Stored data:
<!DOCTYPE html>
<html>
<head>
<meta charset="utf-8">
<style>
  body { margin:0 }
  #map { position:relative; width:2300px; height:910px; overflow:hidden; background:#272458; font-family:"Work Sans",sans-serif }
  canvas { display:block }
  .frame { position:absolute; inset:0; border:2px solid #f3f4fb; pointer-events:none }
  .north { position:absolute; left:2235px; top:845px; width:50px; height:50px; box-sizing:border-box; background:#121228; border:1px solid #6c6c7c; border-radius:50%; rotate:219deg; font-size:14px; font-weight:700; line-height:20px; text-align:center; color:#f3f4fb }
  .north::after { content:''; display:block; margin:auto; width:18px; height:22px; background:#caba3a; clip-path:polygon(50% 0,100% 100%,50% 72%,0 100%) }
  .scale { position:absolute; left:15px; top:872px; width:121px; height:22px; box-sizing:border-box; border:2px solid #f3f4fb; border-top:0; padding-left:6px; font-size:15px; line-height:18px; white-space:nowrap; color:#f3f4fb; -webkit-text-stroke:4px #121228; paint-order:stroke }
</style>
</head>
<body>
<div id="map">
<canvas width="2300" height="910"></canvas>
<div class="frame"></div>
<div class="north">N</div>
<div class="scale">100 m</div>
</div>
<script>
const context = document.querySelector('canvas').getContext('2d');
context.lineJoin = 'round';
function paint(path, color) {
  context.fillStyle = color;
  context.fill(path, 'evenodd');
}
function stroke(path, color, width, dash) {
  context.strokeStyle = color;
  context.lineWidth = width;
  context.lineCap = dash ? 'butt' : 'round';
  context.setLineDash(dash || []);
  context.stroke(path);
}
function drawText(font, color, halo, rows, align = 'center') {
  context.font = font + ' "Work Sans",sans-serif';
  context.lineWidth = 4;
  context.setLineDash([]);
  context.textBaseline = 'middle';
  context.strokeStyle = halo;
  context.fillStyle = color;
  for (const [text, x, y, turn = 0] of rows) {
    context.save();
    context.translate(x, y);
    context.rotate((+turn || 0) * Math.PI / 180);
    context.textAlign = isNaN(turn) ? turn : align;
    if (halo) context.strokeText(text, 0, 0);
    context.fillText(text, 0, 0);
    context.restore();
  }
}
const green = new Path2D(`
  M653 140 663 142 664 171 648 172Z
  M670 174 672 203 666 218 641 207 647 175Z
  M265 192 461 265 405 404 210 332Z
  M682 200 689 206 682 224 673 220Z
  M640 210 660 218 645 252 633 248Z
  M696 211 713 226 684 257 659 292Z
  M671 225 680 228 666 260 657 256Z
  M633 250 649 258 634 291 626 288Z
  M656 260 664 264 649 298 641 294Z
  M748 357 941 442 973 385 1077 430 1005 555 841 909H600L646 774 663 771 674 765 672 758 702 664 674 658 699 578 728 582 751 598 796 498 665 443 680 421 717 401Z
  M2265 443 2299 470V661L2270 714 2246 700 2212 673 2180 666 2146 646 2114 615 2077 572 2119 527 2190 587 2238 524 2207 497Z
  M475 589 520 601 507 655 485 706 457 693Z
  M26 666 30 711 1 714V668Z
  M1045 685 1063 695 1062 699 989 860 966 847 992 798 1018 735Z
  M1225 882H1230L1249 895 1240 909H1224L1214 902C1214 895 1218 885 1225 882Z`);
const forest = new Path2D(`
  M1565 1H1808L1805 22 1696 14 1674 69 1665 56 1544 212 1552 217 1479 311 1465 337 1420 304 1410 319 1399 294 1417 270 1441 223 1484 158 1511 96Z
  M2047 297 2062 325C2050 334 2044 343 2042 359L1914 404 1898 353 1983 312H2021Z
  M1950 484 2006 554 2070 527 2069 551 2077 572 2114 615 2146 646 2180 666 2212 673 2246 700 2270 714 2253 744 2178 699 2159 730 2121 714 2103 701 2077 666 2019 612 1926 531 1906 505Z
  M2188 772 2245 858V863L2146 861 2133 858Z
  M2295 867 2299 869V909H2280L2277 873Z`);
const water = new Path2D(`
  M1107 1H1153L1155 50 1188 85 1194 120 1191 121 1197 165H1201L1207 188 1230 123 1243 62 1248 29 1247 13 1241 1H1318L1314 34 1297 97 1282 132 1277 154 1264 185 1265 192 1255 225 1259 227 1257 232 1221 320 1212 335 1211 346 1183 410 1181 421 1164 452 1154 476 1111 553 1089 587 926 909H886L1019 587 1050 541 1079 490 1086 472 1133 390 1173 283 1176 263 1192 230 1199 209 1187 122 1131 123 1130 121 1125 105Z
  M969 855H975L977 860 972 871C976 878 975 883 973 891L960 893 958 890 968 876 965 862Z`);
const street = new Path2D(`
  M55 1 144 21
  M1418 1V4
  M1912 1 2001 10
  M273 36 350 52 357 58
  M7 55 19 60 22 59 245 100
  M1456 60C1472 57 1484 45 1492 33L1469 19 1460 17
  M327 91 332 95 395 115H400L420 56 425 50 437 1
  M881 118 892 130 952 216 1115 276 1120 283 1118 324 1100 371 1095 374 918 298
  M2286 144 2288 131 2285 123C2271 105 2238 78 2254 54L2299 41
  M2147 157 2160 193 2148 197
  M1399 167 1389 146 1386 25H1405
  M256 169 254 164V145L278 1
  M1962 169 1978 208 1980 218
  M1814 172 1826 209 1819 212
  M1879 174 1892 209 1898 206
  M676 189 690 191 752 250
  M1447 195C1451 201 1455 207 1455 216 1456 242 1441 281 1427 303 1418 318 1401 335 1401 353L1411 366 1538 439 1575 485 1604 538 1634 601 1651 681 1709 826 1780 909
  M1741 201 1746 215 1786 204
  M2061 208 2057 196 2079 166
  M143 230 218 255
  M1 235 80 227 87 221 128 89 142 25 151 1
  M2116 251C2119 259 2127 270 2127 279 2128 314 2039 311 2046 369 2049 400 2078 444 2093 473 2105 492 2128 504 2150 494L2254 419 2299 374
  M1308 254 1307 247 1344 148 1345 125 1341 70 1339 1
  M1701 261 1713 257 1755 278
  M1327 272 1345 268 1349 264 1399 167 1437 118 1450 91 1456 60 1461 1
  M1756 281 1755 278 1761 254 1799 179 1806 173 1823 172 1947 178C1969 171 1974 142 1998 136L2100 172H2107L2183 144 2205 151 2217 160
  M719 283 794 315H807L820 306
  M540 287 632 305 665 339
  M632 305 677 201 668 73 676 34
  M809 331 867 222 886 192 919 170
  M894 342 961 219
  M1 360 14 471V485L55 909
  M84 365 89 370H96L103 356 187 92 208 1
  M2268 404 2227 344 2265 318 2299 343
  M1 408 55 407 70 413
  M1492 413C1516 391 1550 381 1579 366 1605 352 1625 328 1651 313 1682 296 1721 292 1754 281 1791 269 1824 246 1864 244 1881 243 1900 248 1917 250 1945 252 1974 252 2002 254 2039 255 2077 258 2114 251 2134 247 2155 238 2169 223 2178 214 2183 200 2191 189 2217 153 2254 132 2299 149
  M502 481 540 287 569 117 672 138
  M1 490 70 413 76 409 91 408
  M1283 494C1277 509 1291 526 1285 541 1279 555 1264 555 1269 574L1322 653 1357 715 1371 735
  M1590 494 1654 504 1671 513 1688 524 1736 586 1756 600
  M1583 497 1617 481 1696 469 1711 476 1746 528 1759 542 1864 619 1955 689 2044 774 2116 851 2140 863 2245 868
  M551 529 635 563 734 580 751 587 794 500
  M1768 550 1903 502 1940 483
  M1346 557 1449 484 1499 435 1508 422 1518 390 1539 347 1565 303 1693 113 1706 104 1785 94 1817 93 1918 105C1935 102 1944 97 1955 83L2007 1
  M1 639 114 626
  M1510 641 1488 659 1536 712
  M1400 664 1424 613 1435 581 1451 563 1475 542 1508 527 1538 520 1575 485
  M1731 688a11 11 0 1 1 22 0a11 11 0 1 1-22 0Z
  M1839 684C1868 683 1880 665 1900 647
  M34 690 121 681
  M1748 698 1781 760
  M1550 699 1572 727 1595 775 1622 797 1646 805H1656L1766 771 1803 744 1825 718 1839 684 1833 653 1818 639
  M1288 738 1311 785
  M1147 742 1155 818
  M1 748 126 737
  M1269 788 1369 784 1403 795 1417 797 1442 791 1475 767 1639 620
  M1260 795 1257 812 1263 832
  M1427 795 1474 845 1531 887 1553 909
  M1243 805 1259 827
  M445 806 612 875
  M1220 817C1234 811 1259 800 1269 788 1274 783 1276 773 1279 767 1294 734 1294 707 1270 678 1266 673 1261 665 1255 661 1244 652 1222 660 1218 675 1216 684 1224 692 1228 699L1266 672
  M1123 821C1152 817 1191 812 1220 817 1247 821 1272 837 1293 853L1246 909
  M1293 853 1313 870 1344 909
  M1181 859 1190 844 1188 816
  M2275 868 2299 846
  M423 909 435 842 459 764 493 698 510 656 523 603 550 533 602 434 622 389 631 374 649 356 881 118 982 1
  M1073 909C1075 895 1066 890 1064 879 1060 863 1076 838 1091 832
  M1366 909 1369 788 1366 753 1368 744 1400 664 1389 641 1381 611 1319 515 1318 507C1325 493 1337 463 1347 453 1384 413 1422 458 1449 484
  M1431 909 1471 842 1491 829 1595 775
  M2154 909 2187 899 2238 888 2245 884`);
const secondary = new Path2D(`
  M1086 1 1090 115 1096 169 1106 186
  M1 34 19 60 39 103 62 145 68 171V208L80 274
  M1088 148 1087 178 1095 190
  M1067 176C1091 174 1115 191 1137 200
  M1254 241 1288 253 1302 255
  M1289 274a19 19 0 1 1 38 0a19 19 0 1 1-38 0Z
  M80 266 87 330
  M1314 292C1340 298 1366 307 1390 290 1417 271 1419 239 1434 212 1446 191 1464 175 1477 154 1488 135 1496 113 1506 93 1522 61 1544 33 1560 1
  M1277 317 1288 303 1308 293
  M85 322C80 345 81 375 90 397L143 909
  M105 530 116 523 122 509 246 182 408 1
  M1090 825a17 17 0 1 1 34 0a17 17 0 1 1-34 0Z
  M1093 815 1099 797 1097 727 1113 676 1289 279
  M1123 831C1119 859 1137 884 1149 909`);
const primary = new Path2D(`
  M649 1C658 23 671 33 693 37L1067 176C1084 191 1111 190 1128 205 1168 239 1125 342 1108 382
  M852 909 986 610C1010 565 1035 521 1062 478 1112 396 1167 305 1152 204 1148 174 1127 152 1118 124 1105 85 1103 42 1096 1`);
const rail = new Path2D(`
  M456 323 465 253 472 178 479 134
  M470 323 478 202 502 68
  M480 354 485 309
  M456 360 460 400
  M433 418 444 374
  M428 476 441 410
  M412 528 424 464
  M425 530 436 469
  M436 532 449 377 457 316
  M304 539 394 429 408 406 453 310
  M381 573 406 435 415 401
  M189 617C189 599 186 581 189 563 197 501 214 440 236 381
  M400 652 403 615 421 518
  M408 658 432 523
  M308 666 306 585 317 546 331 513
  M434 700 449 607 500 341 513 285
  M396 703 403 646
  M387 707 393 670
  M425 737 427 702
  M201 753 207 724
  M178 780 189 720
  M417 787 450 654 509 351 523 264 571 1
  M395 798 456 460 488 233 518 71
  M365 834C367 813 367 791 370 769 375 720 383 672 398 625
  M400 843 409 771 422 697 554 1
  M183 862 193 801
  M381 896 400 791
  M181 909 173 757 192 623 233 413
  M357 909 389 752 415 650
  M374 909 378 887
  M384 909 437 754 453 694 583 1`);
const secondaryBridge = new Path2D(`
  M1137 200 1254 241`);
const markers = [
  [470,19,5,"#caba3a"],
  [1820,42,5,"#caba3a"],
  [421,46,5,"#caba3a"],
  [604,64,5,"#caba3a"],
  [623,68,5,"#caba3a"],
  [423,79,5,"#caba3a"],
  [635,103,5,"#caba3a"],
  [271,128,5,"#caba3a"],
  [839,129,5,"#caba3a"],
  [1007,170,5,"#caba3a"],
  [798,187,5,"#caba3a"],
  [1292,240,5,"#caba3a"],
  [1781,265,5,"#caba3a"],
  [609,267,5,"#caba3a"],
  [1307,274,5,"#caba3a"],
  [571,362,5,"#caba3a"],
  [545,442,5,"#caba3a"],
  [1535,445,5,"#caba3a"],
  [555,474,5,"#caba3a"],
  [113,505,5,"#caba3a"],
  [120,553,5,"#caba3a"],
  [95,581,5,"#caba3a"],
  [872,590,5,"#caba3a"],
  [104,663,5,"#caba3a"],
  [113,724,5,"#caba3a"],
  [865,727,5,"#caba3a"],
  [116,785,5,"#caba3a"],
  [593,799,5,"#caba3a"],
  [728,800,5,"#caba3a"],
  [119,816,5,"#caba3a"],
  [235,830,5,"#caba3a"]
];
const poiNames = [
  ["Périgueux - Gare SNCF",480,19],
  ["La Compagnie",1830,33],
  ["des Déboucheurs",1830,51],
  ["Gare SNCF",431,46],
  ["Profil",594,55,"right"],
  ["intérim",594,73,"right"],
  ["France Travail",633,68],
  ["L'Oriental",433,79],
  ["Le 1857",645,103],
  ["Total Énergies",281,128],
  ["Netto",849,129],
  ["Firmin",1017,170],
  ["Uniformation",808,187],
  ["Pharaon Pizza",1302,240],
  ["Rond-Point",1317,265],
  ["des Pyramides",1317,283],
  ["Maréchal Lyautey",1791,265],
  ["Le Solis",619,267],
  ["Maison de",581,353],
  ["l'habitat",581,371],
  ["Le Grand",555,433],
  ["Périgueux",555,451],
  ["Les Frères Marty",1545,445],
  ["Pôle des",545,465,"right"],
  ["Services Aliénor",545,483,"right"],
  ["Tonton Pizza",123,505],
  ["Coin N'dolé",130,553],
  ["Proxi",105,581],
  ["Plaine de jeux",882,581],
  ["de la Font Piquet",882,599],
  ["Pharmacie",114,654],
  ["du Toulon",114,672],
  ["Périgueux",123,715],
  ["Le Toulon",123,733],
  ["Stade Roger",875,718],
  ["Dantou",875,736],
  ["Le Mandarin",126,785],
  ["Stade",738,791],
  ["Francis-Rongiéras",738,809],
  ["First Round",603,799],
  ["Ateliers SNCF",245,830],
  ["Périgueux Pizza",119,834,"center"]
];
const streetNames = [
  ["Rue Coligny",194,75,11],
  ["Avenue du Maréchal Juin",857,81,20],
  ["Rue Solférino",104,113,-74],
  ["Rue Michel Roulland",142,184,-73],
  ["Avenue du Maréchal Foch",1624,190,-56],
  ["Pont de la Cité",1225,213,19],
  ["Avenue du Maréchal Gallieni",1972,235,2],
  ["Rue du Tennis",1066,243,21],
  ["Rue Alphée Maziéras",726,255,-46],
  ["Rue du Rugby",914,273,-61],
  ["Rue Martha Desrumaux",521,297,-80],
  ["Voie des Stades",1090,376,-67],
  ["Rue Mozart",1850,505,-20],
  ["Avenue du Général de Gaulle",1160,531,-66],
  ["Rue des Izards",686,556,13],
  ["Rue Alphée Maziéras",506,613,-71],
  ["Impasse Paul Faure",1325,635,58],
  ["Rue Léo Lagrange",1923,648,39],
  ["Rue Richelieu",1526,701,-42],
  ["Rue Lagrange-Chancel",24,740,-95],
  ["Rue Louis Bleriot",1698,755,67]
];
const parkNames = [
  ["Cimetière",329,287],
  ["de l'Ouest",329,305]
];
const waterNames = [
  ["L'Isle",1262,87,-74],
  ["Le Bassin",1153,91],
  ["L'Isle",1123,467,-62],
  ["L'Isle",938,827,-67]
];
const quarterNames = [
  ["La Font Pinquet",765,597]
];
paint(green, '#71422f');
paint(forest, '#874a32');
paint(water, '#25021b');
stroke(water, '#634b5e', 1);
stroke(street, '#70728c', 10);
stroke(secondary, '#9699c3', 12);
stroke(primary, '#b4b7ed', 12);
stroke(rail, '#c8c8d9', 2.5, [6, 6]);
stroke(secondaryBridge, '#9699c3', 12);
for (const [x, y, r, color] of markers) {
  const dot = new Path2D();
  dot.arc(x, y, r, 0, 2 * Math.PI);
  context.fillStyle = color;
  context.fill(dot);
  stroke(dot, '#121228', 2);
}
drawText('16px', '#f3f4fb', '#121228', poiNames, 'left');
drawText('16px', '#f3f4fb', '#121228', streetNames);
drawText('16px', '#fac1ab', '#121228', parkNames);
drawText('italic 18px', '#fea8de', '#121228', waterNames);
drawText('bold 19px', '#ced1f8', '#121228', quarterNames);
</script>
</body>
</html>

**Your assignment:** Only the lines above starting at the line that holds "context.translate(x, y);" and ending at the line that holds "M1045 685 1063" are to be repeated, exactly and in full.

**Written answer:**
    context.translate(x, y);
    context.rotate((+turn || 0) * Math.PI / 180);
    context.textAlign = isNaN(turn) ? turn : align;
    if (halo) context.strokeText(text, 0, 0);
    context.fillText(text, 0, 0);
    context.restore();
  }
}
const green = new Path2D(`
  M653 140 663 142 664 171 648 172Z
  M670 174 672 203 666 218 641 207 647 175Z
  M265 192 461 265 405 404 210 332Z
  M682 200 689 206 682 224 673 220Z
  M640 210 660 218 645 252 633 248Z
  M696 211 713 226 684 257 659 292Z
  M671 225 680 228 666 260 657 256Z
  M633 250 649 258 634 291 626 288Z
  M656 260 664 264 649 298 641 294Z
  M748 357 941 442 973 385 1077 430 1005 555 841 909H600L646 774 663 771 674 765 672 758 702 664 674 658 699 578 728 582 751 598 796 498 665 443 680 421 717 401Z
  M2265 443 2299 470V661L2270 714 2246 700 2212 673 2180 666 2146 646 2114 615 2077 572 2119 527 2190 587 2238 524 2207 497Z
  M475 589 520 601 507 655 485 706 457 693Z
  M26 666 30 711 1 714V668Z
  M1045 685 1063 695 1062 699 989 860 966 847 992 798 1018 735Z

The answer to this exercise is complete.